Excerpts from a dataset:
______

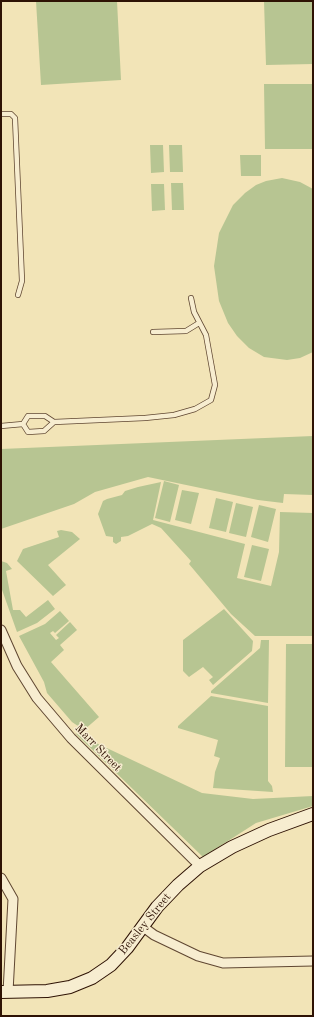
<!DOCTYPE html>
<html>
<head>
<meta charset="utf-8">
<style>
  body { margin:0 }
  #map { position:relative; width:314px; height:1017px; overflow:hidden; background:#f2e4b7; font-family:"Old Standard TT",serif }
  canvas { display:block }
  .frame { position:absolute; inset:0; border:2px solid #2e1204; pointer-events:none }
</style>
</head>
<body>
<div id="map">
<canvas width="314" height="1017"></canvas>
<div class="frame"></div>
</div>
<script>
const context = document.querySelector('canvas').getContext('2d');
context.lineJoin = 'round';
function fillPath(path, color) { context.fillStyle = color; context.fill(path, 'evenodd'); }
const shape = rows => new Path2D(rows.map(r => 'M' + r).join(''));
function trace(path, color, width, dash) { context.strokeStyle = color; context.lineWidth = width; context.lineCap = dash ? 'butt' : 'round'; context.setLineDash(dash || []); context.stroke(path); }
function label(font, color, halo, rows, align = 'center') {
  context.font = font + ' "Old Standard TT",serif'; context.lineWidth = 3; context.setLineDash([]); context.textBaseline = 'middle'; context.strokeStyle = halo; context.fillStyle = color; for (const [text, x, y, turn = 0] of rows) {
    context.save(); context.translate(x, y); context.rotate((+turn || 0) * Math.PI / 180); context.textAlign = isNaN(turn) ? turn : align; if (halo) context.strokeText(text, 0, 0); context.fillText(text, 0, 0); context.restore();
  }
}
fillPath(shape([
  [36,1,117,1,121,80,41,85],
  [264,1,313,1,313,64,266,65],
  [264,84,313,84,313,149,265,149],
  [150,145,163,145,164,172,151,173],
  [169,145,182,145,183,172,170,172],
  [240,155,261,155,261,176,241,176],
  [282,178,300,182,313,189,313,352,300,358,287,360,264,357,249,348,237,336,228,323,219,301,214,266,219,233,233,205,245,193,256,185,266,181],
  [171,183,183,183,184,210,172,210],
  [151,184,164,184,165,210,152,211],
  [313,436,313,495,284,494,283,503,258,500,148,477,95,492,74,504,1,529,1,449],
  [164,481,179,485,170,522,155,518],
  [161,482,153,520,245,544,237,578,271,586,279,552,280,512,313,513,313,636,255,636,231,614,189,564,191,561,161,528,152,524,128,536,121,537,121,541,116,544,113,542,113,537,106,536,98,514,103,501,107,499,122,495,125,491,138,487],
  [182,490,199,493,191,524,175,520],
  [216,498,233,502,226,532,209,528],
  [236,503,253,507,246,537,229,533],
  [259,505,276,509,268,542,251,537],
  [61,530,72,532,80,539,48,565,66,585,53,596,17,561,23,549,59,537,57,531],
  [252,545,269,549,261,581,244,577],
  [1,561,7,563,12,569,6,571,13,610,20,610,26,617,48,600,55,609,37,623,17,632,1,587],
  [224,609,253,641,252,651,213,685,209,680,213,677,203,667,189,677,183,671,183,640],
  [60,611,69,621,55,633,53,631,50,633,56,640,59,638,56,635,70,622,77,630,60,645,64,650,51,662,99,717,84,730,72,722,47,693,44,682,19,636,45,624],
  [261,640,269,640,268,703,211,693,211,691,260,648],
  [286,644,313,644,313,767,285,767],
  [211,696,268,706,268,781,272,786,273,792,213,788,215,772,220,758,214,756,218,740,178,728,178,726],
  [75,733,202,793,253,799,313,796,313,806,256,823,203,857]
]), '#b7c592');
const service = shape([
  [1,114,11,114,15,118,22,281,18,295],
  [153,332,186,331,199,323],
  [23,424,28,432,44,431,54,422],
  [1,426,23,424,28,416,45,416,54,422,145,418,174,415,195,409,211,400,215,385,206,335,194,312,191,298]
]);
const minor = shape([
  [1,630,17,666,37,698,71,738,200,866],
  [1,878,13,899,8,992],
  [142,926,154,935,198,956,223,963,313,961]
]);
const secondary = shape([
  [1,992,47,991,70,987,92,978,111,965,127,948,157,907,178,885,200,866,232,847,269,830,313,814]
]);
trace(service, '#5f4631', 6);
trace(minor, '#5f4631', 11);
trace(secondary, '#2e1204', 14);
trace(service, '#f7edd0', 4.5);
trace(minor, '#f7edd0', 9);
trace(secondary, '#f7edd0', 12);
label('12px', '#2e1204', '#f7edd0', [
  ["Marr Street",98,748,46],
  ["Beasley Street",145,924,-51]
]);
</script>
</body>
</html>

______

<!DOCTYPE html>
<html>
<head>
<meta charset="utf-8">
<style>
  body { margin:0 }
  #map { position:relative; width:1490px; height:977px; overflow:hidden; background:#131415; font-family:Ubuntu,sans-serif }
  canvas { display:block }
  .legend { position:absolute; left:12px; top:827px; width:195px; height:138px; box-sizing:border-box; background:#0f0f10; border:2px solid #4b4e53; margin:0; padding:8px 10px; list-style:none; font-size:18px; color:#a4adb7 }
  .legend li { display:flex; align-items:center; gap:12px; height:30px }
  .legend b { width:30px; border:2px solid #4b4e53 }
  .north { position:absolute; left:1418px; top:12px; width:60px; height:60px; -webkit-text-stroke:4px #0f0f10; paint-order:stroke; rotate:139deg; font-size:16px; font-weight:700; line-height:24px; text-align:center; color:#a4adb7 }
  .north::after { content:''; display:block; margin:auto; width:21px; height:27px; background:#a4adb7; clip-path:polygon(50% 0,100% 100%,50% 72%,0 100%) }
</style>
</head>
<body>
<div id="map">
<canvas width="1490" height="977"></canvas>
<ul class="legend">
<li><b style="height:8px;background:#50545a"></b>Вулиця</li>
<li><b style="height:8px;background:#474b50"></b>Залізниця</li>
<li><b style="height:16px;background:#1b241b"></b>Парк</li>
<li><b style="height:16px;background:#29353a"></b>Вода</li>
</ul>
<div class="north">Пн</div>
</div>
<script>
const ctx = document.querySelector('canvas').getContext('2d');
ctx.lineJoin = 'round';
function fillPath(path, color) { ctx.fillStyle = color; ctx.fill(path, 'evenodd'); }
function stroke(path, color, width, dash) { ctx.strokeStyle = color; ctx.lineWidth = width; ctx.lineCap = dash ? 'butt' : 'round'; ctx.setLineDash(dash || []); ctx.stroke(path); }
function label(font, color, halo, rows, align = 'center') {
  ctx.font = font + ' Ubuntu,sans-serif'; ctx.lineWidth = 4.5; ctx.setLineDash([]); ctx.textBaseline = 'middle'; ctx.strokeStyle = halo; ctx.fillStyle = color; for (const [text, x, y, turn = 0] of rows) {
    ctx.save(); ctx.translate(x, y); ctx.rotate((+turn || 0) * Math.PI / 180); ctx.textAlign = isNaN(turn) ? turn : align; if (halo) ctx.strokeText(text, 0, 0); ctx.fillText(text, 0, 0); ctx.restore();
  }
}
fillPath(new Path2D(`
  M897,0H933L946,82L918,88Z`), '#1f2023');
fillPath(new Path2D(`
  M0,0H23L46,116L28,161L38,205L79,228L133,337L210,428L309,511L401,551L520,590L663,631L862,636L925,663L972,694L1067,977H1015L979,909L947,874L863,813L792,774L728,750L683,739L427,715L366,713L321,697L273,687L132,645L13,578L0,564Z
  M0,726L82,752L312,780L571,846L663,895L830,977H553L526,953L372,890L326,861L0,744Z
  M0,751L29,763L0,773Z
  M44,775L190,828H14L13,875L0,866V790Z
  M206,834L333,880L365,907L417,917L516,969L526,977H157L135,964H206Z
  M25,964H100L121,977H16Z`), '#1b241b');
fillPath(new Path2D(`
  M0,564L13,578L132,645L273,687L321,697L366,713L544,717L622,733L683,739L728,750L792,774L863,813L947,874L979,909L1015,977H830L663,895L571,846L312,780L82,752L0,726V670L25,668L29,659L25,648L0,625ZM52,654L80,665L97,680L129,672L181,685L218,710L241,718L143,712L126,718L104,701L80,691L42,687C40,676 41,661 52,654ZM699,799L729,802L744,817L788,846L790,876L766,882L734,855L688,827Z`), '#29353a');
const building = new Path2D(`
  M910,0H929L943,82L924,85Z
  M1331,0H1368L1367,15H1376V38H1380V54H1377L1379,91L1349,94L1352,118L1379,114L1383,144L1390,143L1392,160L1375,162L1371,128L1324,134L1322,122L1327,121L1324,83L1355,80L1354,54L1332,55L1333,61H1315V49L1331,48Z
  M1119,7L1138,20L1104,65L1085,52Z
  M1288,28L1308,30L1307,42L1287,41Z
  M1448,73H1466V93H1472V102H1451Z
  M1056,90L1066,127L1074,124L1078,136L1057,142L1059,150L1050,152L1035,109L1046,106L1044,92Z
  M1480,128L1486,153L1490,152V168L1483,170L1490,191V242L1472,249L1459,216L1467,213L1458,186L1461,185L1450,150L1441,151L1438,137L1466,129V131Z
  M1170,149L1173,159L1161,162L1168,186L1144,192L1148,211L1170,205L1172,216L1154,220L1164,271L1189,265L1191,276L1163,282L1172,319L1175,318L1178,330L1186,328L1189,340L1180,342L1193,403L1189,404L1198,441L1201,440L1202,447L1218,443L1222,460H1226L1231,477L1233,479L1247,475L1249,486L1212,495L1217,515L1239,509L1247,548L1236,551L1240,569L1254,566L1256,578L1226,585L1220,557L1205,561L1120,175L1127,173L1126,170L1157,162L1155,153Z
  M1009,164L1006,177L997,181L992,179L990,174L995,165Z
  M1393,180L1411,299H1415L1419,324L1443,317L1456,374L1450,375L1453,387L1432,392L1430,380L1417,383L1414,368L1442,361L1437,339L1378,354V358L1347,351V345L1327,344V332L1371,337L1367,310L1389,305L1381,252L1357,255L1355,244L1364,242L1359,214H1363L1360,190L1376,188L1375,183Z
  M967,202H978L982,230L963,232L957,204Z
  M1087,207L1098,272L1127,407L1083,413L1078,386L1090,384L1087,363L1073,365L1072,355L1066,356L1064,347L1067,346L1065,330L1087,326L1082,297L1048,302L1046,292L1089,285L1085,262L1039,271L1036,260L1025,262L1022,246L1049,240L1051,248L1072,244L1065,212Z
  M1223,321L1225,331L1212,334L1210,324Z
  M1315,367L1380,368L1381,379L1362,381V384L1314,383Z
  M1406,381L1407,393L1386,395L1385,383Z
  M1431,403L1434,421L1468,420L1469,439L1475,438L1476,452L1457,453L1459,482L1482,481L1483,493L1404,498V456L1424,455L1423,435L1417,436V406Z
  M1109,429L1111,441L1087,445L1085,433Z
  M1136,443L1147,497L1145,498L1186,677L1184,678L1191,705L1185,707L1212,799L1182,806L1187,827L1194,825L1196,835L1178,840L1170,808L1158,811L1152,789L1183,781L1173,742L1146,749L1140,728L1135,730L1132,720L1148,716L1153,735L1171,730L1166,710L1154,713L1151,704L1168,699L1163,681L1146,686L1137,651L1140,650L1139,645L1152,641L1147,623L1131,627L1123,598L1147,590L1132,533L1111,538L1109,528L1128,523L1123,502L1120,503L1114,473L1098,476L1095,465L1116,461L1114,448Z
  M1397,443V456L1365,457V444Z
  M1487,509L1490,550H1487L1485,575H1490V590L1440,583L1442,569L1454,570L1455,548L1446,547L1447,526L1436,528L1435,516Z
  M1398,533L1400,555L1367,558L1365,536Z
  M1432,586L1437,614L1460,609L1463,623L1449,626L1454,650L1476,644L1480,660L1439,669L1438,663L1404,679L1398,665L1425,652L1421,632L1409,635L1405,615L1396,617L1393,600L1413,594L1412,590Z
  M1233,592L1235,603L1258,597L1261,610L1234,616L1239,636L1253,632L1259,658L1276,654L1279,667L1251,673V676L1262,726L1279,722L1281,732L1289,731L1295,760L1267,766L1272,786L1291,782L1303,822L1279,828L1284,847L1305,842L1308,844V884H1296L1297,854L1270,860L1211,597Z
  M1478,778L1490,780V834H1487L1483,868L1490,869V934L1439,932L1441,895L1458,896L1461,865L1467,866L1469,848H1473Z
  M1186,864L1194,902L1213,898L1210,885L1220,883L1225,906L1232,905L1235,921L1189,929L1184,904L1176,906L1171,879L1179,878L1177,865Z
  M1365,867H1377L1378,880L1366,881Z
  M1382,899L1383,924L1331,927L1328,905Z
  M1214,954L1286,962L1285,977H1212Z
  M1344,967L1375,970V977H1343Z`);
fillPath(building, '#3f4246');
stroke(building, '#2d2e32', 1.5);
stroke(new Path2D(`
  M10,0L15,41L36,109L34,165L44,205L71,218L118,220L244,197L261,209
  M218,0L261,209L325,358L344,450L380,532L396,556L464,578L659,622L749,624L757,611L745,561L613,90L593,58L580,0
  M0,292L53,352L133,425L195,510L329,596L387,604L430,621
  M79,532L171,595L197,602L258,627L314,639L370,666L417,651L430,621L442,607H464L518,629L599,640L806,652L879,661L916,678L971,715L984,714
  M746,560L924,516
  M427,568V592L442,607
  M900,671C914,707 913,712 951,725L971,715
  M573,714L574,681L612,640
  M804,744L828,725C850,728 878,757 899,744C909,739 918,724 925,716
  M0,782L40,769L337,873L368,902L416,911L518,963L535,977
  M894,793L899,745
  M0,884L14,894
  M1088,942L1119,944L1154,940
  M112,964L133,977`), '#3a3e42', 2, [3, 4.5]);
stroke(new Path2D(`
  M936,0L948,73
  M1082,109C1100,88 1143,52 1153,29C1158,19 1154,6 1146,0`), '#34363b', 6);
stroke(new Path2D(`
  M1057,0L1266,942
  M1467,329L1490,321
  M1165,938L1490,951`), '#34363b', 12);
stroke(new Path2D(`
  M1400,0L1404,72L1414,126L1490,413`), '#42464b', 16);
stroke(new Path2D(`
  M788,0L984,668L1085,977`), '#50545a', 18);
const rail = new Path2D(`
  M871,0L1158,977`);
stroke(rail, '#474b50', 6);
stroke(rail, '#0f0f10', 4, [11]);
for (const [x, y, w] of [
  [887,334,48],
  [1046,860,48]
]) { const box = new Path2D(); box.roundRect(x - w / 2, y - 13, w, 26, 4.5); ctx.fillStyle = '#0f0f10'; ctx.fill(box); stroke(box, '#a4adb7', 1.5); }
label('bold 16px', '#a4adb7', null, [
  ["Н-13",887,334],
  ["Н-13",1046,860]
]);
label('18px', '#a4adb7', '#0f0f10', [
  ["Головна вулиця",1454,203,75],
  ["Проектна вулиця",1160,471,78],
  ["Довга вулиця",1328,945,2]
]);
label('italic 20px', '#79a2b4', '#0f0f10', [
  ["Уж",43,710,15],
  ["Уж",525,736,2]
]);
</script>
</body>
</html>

______

Your task:
Filter the records above for lines containing the word "function", and copy those lines.

Result of the task:
function fillPath(path, color) { context.fillStyle = color; context.fill(path, 'evenodd'); }
function trace(path, color, width, dash) { context.strokeStyle = color; context.lineWidth = width; context.lineCap = dash ? 'butt' : 'round'; context.setLineDash(dash || []); context.stroke(path); }
function label(font, color, halo, rows, align = 'center') {
function fillPath(path, color) { ctx.fillStyle = color; ctx.fill(path, 'evenodd'); }
function stroke(path, color, width, dash) { ctx.strokeStyle = color; ctx.lineWidth = width; ctx.lineCap = dash ? 'butt' : 'round'; ctx.setLineDash(dash || []); ctx.stroke(path); }
function label(font, color, halo, rows, align = 'center') {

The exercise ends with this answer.